As Islam spread northward into Syria, Egypt, and the Persian empire, it came face to face with the sciences of antiquity whose heritage had been preserved in centers which now became a part of the Islamic world. Alexandria had been a major center of sciences and learning for centuries. The Greek learning cultivated in Alexandria was opposed by the Byzantines who had burned its library long before the advent of Islam. The tradition of Alexandrian learning did not die, however. It was transferred to Antioch and from there farther east to such cities as Edessa by eastern Christians who stood in sharp opposition to Byzantium and wished to have their own independent centers of learning. Moreover, the Persian king, Shapur I, had established Jundishapur in Persia as a second great center of learning matching Antioch. He even invited Indian physicians and mathematicians to teach in this major seat of learning, in addition to the Christian scholars who taught in Syriac as well as the Persians whose medium of instruction was Pahlavi.

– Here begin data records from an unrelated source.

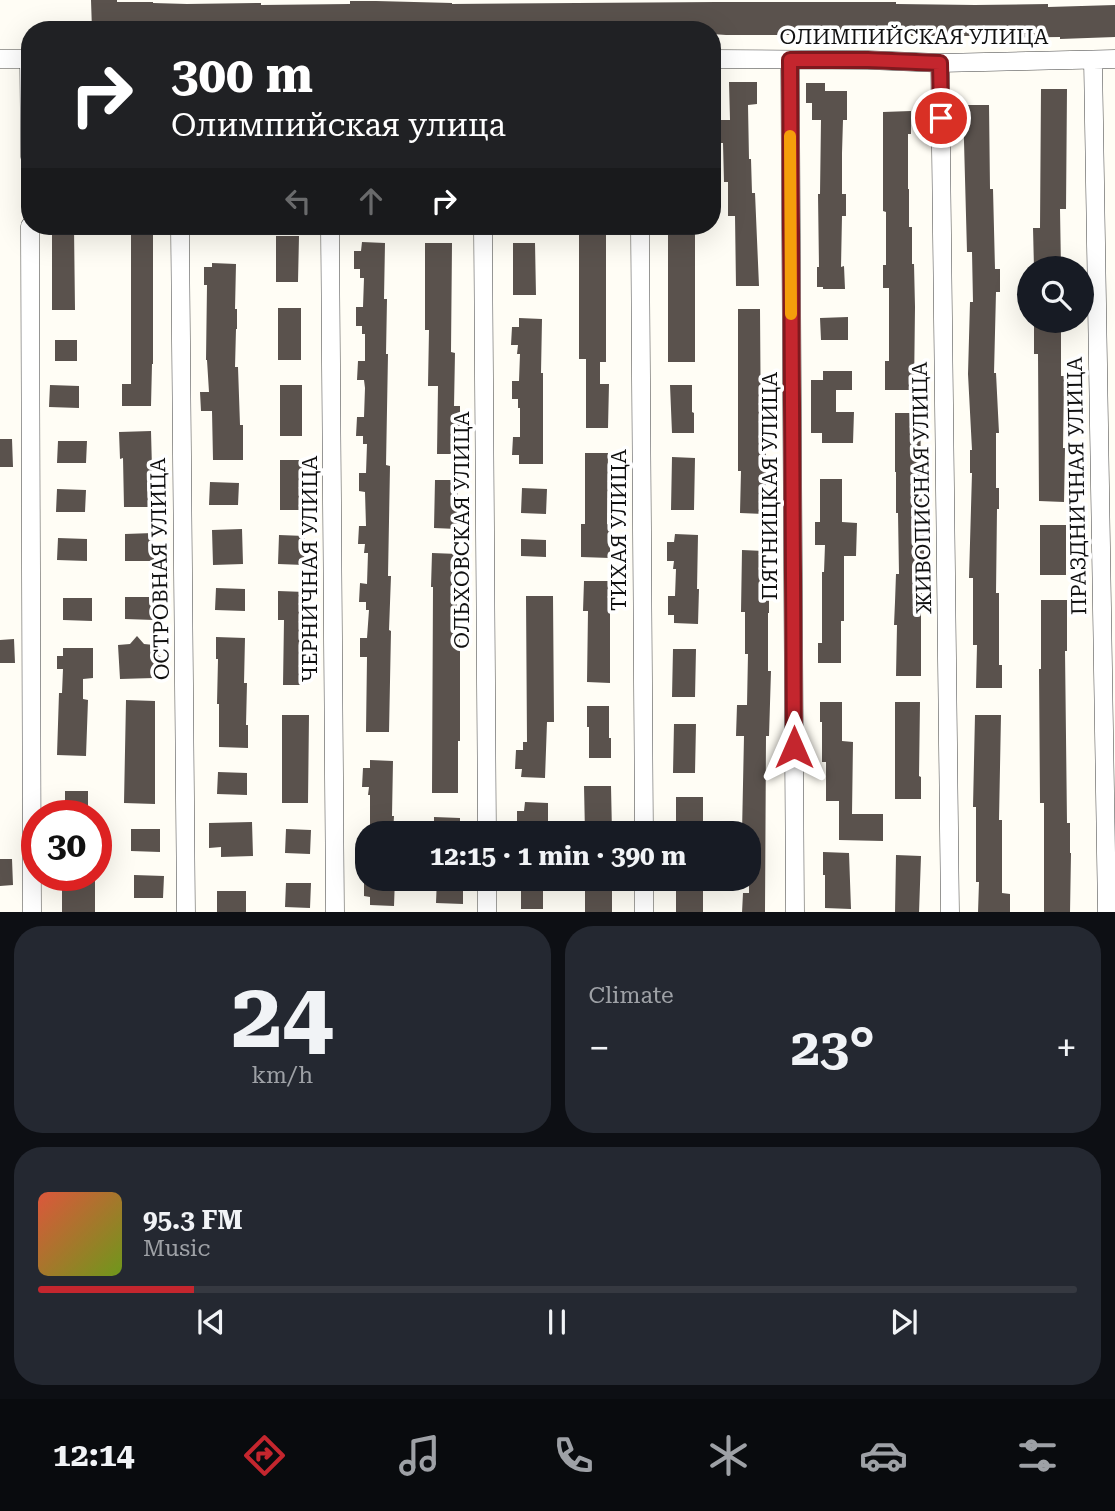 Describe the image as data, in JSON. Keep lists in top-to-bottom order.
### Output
{
  "streets": {
    "street": [
      "ОЛИМПИЙСКАЯ УЛИЦА",
      "ПЯТНИЦКАЯ УЛИЦА",
      "ПРАЗДНИЧНАЯ УЛИЦА",
      "ЖИВОПИСНАЯ УЛИЦА",
      "ОЛЬХОВСКАЯ УЛИЦА",
      "ТИХАЯ УЛИЦА",
      "ОСТРОВНАЯ УЛИЦА",
      "ЧЕРНИЧНАЯ УЛИЦА"
    ]
  },
  "crossings": [
    ["ОЛИМПИЙСКАЯ УЛИЦА", "ПЯТНИЦКАЯ УЛИЦА"],
    ["ОЛИМПИЙСКАЯ УЛИЦА", "ПРАЗДНИЧНАЯ УЛИЦА"],
    ["ОЛИМПИЙСКАЯ УЛИЦА", "ЖИВОПИСНАЯ УЛИЦА"]
  ],
  "page": {
    "turn": ["300 m", "Олимпийская улица"],
    "limit": "30",
    "trip": "12:15 · 1 min · 390 m",
    "tile": [
      ["24", "km/h"],
      "Climate"
    ],
    "heat": ["−", "23°", "+"],
    "song": ["95.3 FM", "Music"],
    "tabs": "12:14"
  }
}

Once Muslims established the new Islamic order during the Umayyad period, they turned their attention to these centers of learning which had been preserved and sought to acquaint themselves with the knowledge taught and cultivated in them. They therefore set about with a concerted effort of translate the philosophical and scientific works which were available to them from not only Greek and Syriac (which was the language of eastern Christian scholars) but also from Pahlavi, the scholarly language of pro-Islamic Persia, and even from Sanskrit. Many of the accomplished translators were Christian Arabs such as Hunayn ibn Ishaq, who was also an outstanding physician, and others Persians such as Ibn Muqaffa', who played a major role in the creation of the new Arabic prose style conductive to the expression of philosophical and scientific writing. The great movement of translation lasted from the beginning of the 8th to the end of the 9th century, reaching its peak with the establishment of the House of Wisdom (Bayt al-hikmah) by the caliph al-Ma'mun at the beginning of the 9th century.

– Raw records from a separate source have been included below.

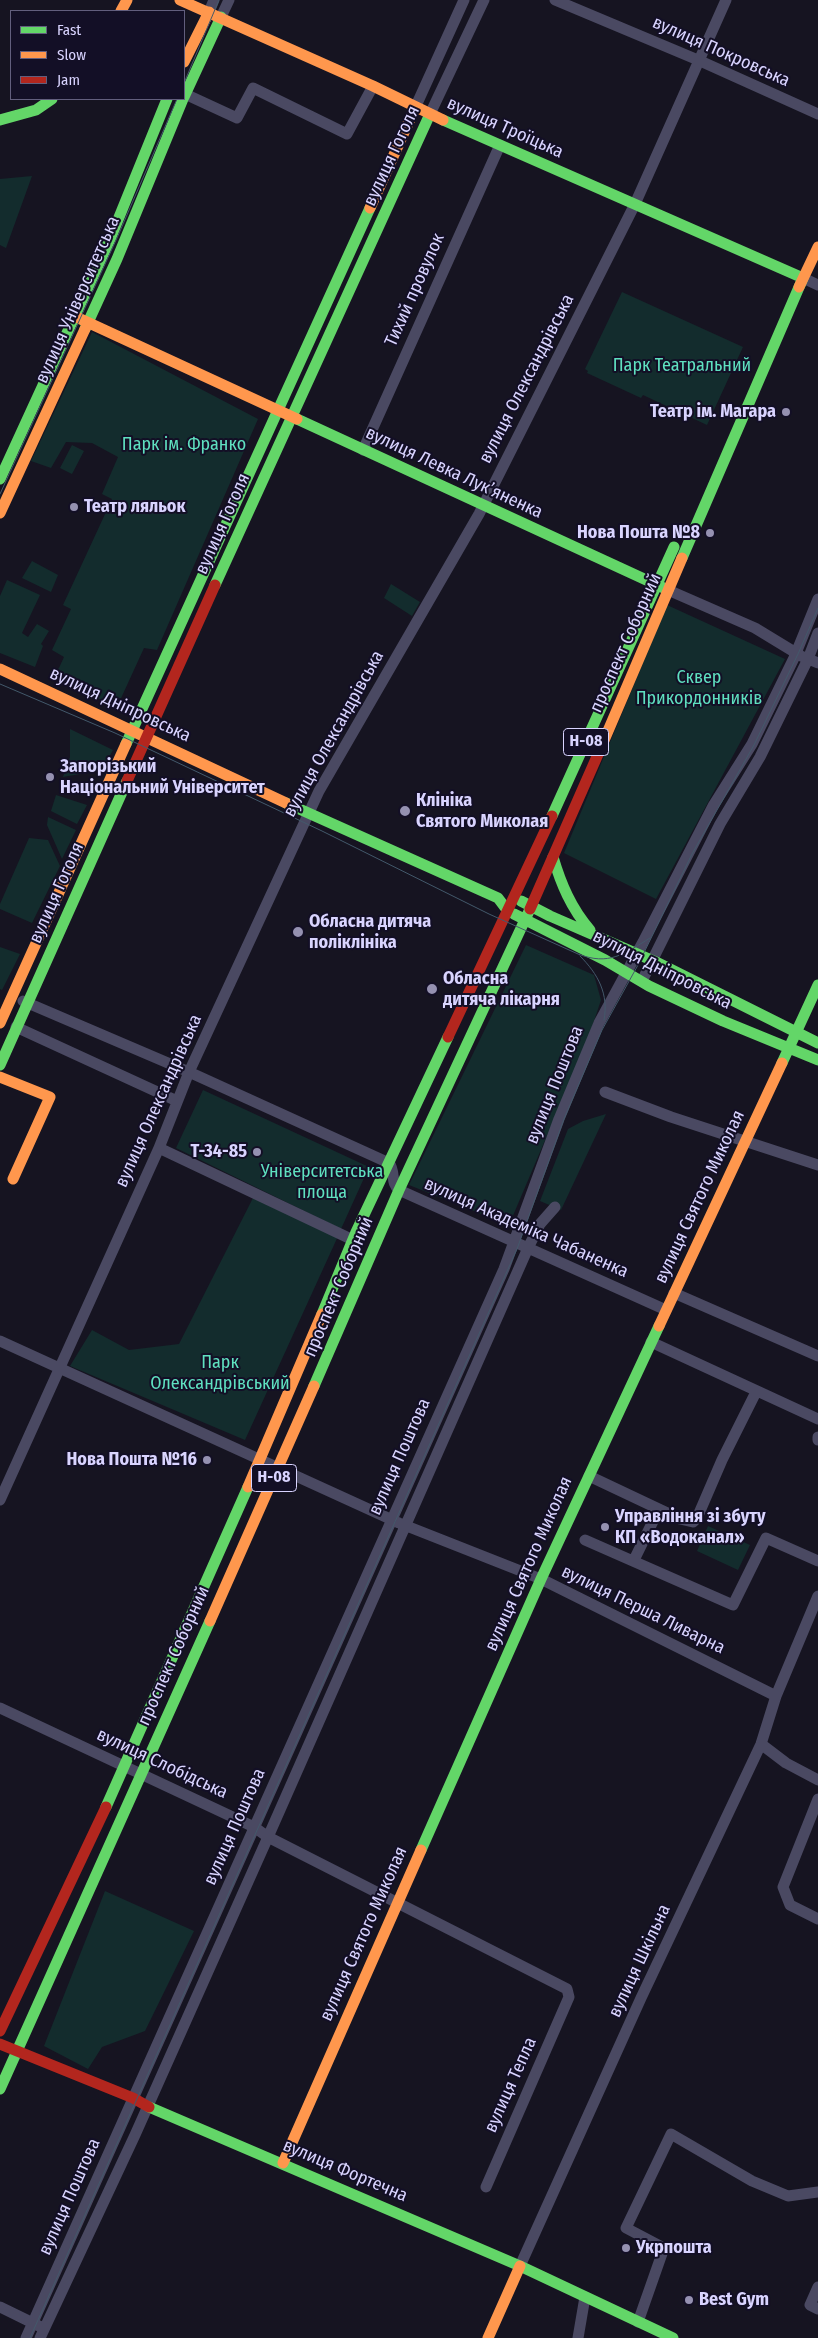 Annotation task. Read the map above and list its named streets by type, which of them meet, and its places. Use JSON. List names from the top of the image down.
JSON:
{
  "streets": {
    "main road": [
      "вулиця Троїцька",
      "вулиця Гоголя",
      "вулиця Університетська",
      "вулиця Левка Лукʼяненка",
      "проспект Соборний",
      "вулиця Дніпровська",
      "Н-08",
      "вулиця Святого Миколая",
      "вулиця Шкільна",
      "вулиця Фортечна"
    ],
    "street": [
      "вулиця Покровська",
      "Тихий провулок",
      "вулиця Олександрівська",
      "вулиця Поштова",
      "вулиця Академіка Чабаненка",
      "вулиця Перша Ливарна",
      "вулиця Слобідська",
      "вулиця Тепла"
    ]
  },
  "crossings": [
    ["вулиця Покровська", "вулиця Олександрівська"],
    ["вулиця Троїцька", "вулиця Гоголя"],
    ["вулиця Троїцька", "Тихий провулок"],
    ["вулиця Троїцька", "вулиця Університетська"],
    ["вулиця Троїцька", "вулиця Олександрівська"],
    ["вулиця Троїцька", "проспект Соборний"],
    ["вулиця Гоголя", "вулиця Левка Лукʼяненка"],
    ["вулиця Гоголя", "вулиця Дніпровська"],
    ["Тихий провулок", "вулиця Левка Лукʼяненка"],
    ["вулиця Університетська", "вулиця Левка Лукʼяненка"],
    ["вулиця Олександрівська", "вулиця Левка Лукʼяненка"],
    ["вулиця Олександрівська", "вулиця Дніпровська"],
    ["вулиця Олександрівська", "вулиця Перша Ливарна"],
    ["вулиця Левка Лукʼяненка", "проспект Соборний"],
    ["вулиця Левка Лукʼяненка", "вулиця Поштова"],
    ["проспект Соборний", "вулиця Дніпровська"],
    ["проспект Соборний", "вулиця Академіка Чабаненка"],
    ["проспект Соборний", "вулиця Перша Ливарна"],
    ["проспект Соборний", "вулиця Слобідська"],
    ["проспект Соборний", "вулиця Фортечна"],
    ["вулиця Дніпровська", "вулиця Поштова"],
    ["вулиця Дніпровська", "вулиця Святого Миколая"],
    ["вулиця Поштова", "вулиця Академіка Чабаненка"],
    ["вулиця Поштова", "вулиця Перша Ливарна"],
    ["вулиця Поштова", "вулиця Слобідська"],
    ["вулиця Поштова", "вулиця Фортечна"],
    ["вулиця Святого Миколая", "вулиця Академіка Чабаненка"],
    ["вулиця Святого Миколая", "вулиця Перша Ливарна"],
    ["вулиця Святого Миколая", "вулиця Слобідська"],
    ["вулиця Святого Миколая", "вулиця Фортечна"],
    ["вулиця Перша Ливарна", "вулиця Шкільна"],
    ["вулиця Слобідська", "вулиця Тепла"],
    ["вулиця Шкільна", "вулиця Фортечна"]
  ],
  "parks": [
    "Парк Театральний",
    "Парк ім. Франко",
    "Сквер Прикордонників",
    "Університетська площа",
    "Парк Олександрівський"
  ],
  "places": [
    "Театр ім. Магара",
    "Театр ляльок",
    "Нова Пошта №8",
    "Запорізький Національний Університет",
    "Клініка Святого Миколая",
    "Обласна дитяча поліклініка",
    "Обласна дитяча лікарня",
    "Т-34-85",
    "Нова Пошта №16",
    "Управлiння зi збуту КП «Водоканал»",
    "Укрпошта",
    "Best Gym"
  ],
  "legend": ["Fast", "Slow", "Jam"]
}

The result of this extensive effort of the Islamic community to confront the challenge of the presence of the various philosophies and sciences of antiquity and to understand and digest them in its own terms and according to its own world view was the translation of a vast corpus of writings into Arabic. Most of the important philosophical and scientific works of Aristotle and his school, much of Plato and the Pythagorean school, and the major works of Greek astronomy, mathematics and medicine such as the Almagest of Ptolemy, The Elements of Euclid, and the works of Hippocrates and Galen, were all rendered into Arabic. Furthermore, important works of astronomy, mathematics and medicine were translated from Pahlavi and Sanskrit. As a result, Arabic became the most important scientific language of the world for many centuries and the depository of much of the wisdom and the sciences of antiquity.

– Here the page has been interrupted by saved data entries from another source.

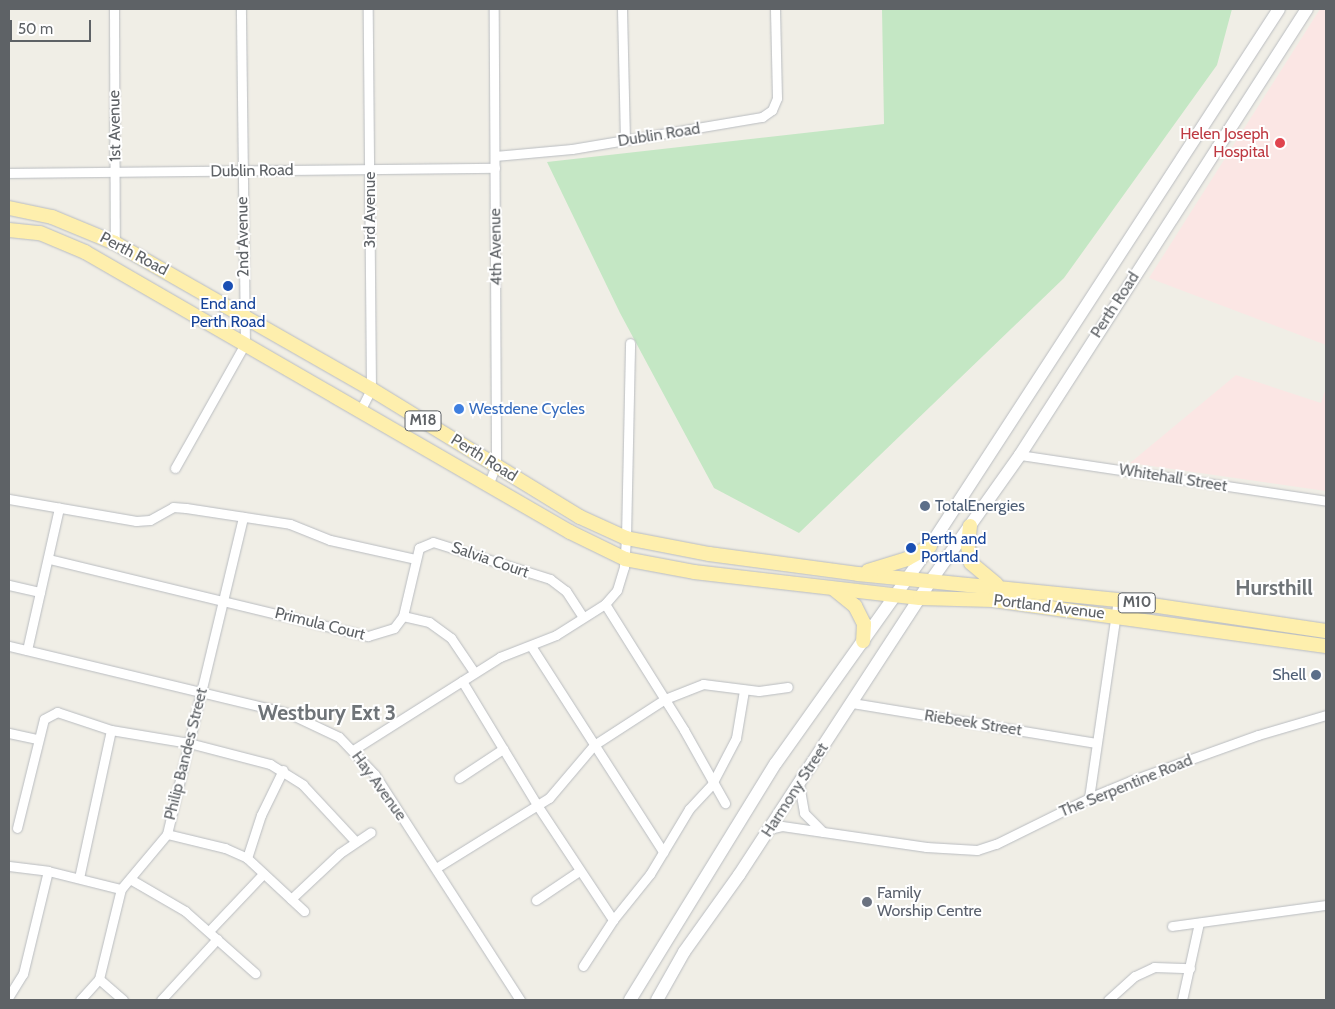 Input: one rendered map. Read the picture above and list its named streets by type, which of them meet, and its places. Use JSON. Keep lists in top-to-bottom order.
{
  "streets": {
    "main road": [
      "Perth Road",
      "M18",
      "M10",
      "Portland Avenue",
      "Harmony Street"
    ],
    "street": [
      "1st Avenue",
      "Dublin Road",
      "3rd Avenue",
      "2nd Avenue",
      "4th Avenue",
      "Whitehall Street",
      "Salvia Court",
      "Primula Court",
      "Riebeek Street",
      "Philip Bandes Street",
      "Hay Avenue",
      "The Serpentine Road"
    ]
  },
  "crossings": [
    ["1st Avenue", "Dublin Road"],
    ["1st Avenue", "Perth Road"],
    ["Dublin Road", "3rd Avenue"],
    ["Dublin Road", "2nd Avenue"],
    ["Dublin Road", "4th Avenue"],
    ["3rd Avenue", "Perth Road"],
    ["2nd Avenue", "Perth Road"],
    ["4th Avenue", "Perth Road"],
    ["Perth Road", "Whitehall Street"],
    ["Perth Road", "Portland Avenue"],
    ["Perth Road", "Harmony Street"],
    ["Portland Avenue", "Harmony Street"],
    ["Primula Court", "Philip Bandes Street"],
    ["Riebeek Street", "Harmony Street"],
    ["Philip Bandes Street", "Hay Avenue"],
    ["The Serpentine Road", "Harmony Street"]
  ],
  "districts": ["Hursthill", "Westbury Ext 3"],
  "places": [
    "Helen Joseph Hospital",
    "End and Perth Road",
    "Westdene Cycles",
    "TotalEnergies",
    "Perth and Portland",
    "Shell",
    "Family Worship Centre"
  ],
  "scale_bar": "50 m"
}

The Muslims did not translate the scientific and philosophical works of other civilizations out of fear of political or economic domination but because the structure of Islam itself is based upon the primacy of knowledge. Nor did they consider these forms of knowing as "un-Islamic" as long as they confirmed the doctrine of God's Oneness which Islam considers to have been at the heart of every authentic revelation from God. Once these sciences and philosophies confirmed the principle of Oneness, the Muslims considered them as their own. They made them part of their world view and began to cultivate the Islamic sciences based on what they had translated, analyzed, criticized, and assimilated, rejecting what was not in conformity with the Islamic perspective.